RecipeBeta: Dark Rye Flatbread / Pita (make this!)

Abstract: Beta recipes are my own experiments that I've only tried once. Usually palatable, they often could be better with a little tweaking - So please do, and let me know what works!

I just turned out a slab of corned beef, but I'm craving some flatbread. To bring together what I've got and what I want, I decided to tinker with my favorite pita recipe and attempt a dark rye flatbread. Wrap a soft pillowy disc of this whole grain-studded lovely around that big pile of thinly-sliced brisket, and pass the kraut!
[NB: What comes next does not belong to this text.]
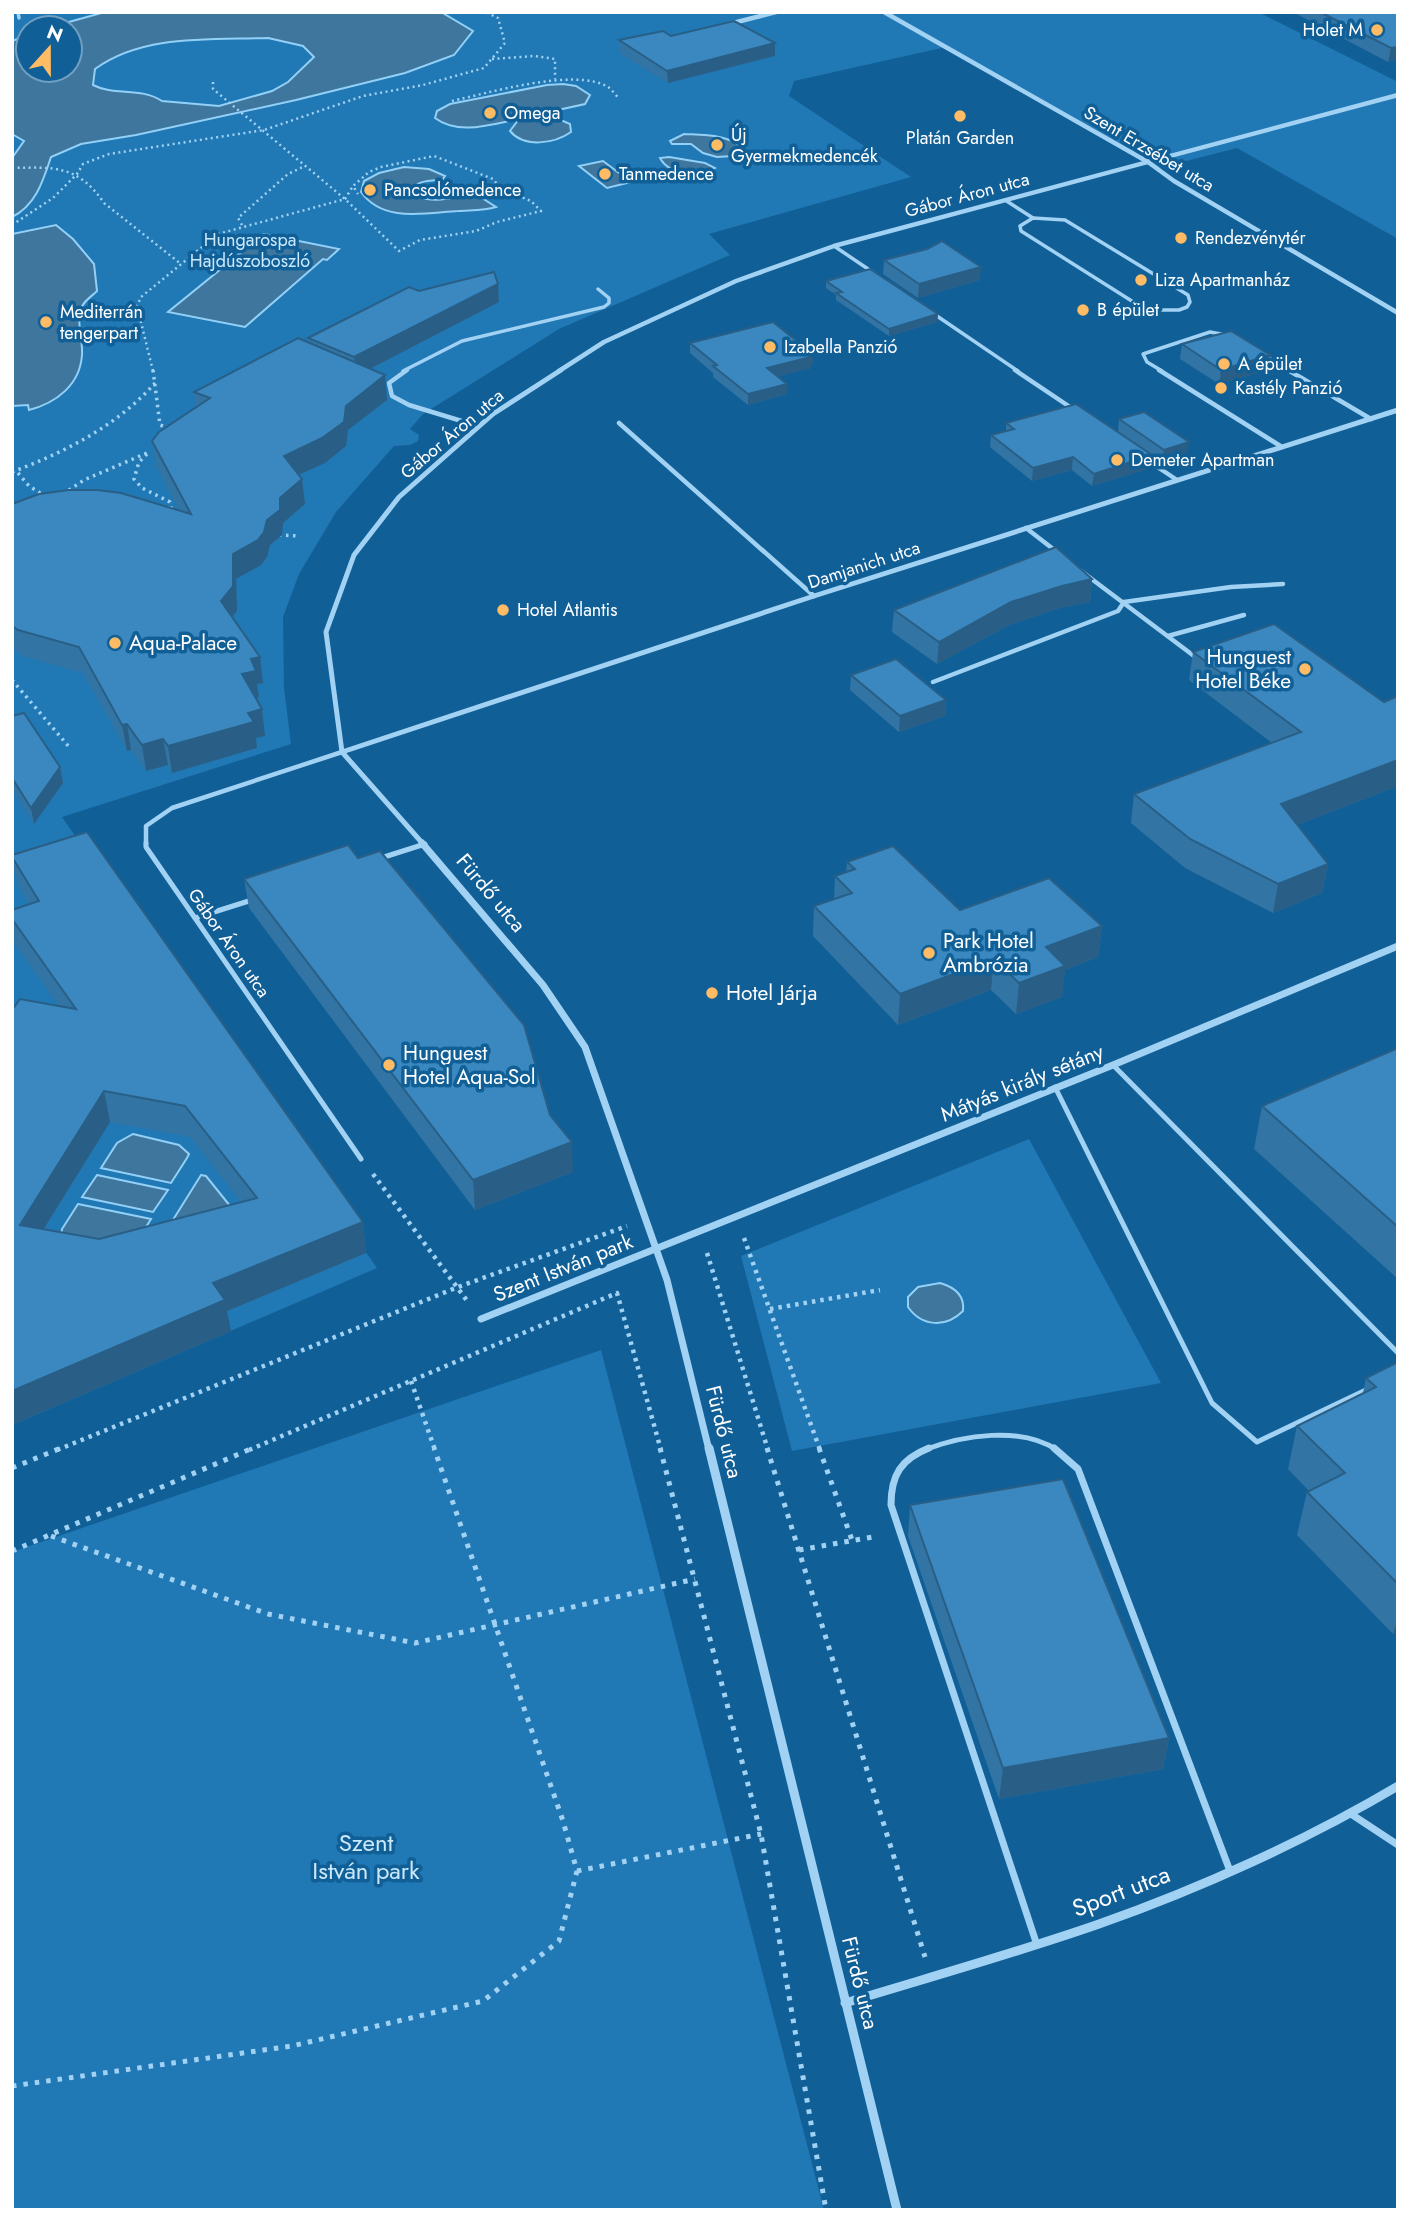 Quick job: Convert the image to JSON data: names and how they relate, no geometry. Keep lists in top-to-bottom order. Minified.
{"streets":{"street":["Szent Erzsébet utca","Gábor Áron utca","Damjanich utca","Fürdő utca","Mátyás király sétány","Szent István park","Sport utca"]},"crossings":[["Szent Erzsébet utca","Gábor Áron utca"],["Gábor Áron utca","Damjanich utca"],["Gábor Áron utca","Fürdő utca"],["Damjanich utca","Fürdő utca"],["Fürdő utca","Mátyás király sétány"],["Fürdő utca","Szent István park"],["Fürdő utca","Sport utca"],["Mátyás király sétány","Szent István park"]],"parks":["Hungarospa Hajdúszoboszló","Szent István park"],"places":["Holet M","Omega","Platán Garden","Új Gyermekmedencék","Tanmedence","Pancsolómedence","Rendezvénytér","Liza Apartmanház","B épület","Mediterrán tengerpart","Izabella Panzió","A épület","Kastély Panzió","Demeter Apartman","Hotel Atlantis","Aqua-Palace","Hunguest Hotel Béke","Park Hotel Ambrózia","Hotel Járja","Hunguest Hotel Aqua-Sol"],"north":"top"}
Purpose: This last week, I decided to finally do something with that brisket that was staring me down every time I opened the freezer, so I tried my hand at homemade corned beef. While the breast of beef brined, I started contemplating ways I'd be eating the leftovers. As I love a good sandwich, the obvious choice was a Reuben; but I'd been looking for an excuse to bake some flatbread. So really, I suppose what I was craving was akin to a Reuben-style gyro, which is totally feasible if I can produce a decent rye flatbread. The recipe and methods I use for Arabic Flatbread/Pita have been documented and tested exhaustively, so it really became a question of whether or not I could substitute enough stuff in my base recipe to get the flavors and textures of a dark rye (and perhaps play in pumpernickel territory without getting too fussy).

Recipe: Jump to the detailed recipe. (or, keep reading for the gist of it) -

  • 10 fluid oz water A cup and a half; tepid.
  • 1 Tbsp fast-acting yeast
  • 3 Tbsps molasses
  • 1/4 cup powdered milk
  • 2 tsps Kosher salt
  • 1/4 cup canola oil
  • 4 oz whole-grain rye flour By weight (That's about 3/4 cup by scoop & sweep).
  • 16 oz bread flour By weight (That's about 3.5 cups by scoop & sweep) + extra for the bench.
  • 1 Tbsp baking powder

    • Place all ingredients in the order listed into the bowl of a stand mixer. Attach dough hook and set to stir. Knead 10 minutes. If dough isn't free from the bottom of the bowl (i.e. it's too wet) add bread flour as needed in the last 2-3 minutes of kneading (it won't take much more if any).
    • Cover, and let rise in a warm place until the dough has doubled in size, about 2 - 3 hours.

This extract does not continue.